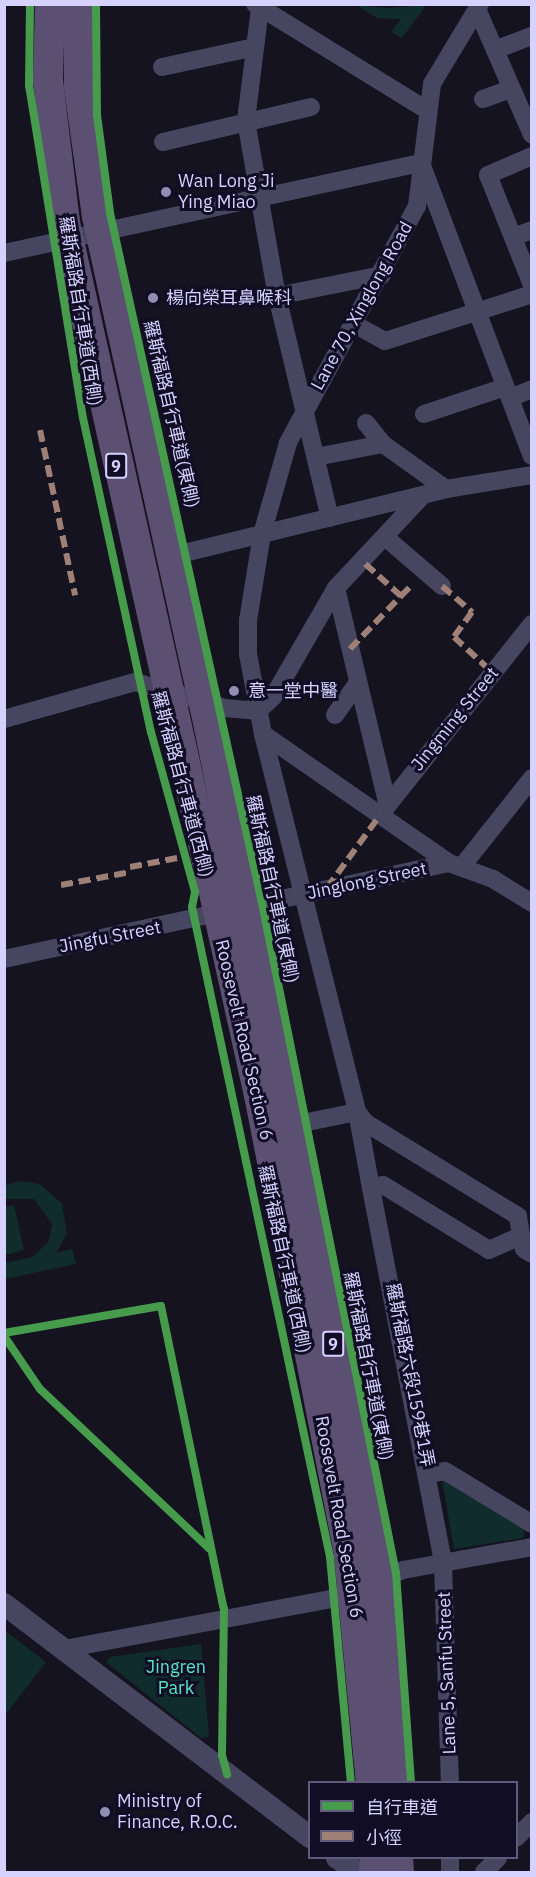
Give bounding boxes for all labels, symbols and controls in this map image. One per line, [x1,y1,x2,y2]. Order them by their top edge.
place label: Wan Long Ji Ying Miao [178,171,275,213]
marker: Wan Long Ji Ying Miao [159,185,173,199]
street label: 羅斯福路自行車道(西側) [54,214,106,408]
street label: Lane 70, Xinglong Road [307,218,417,394]
place label: 楊向榮耳鼻喉科 [166,287,292,309]
marker: 楊向榮耳鼻喉科 [144,289,162,307]
street label: 羅斯福路自行車道(東側) [139,318,203,510]
road number: 9 [104,453,128,479]
street label: Jingming Street [407,663,503,775]
place label: 意一堂中醫 [248,680,338,702]
marker: 意一堂中醫 [225,682,243,700]
street label: 羅斯福路自行車道(西側) [147,688,217,880]
street label: 羅斯福路自行車道(東側) [241,793,303,985]
street label: Jinglong Street [305,858,429,904]
street label: Jingfu Street [57,917,163,957]
street label: Roosevelt Road Section 6 [210,938,278,1142]
street label: 羅斯福路自行車道(西側) [253,1163,315,1355]
street label: 羅斯福路自行車道(東側) [339,1270,397,1462]
street label: 羅斯福路六段159巷1弄 [382,1281,438,1469]
road number: 9 [321,1331,345,1357]
street label: Roosevelt Road Section 6 [311,1414,367,1620]
street label: Lane 5, Sanfu Street [433,1591,461,1755]
park label: Jingren Park [146,1657,206,1700]
legend [308,1781,518,1859]
place label: Ministry of Finance, R.O.C. [117,1791,238,1834]
text: 自行車道 [366,1796,438,1819]
marker: Ministry of Finance, R.O.C. [98,1805,112,1819]
text: 小徑 [366,1826,402,1849]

+++

▸ **INSTRUCTIONS TO FOLLOW**
State how many lines of the listing contain the word "Roosevelt", giving the number by itself.

▸ **EXERCISE OUTPUT**
2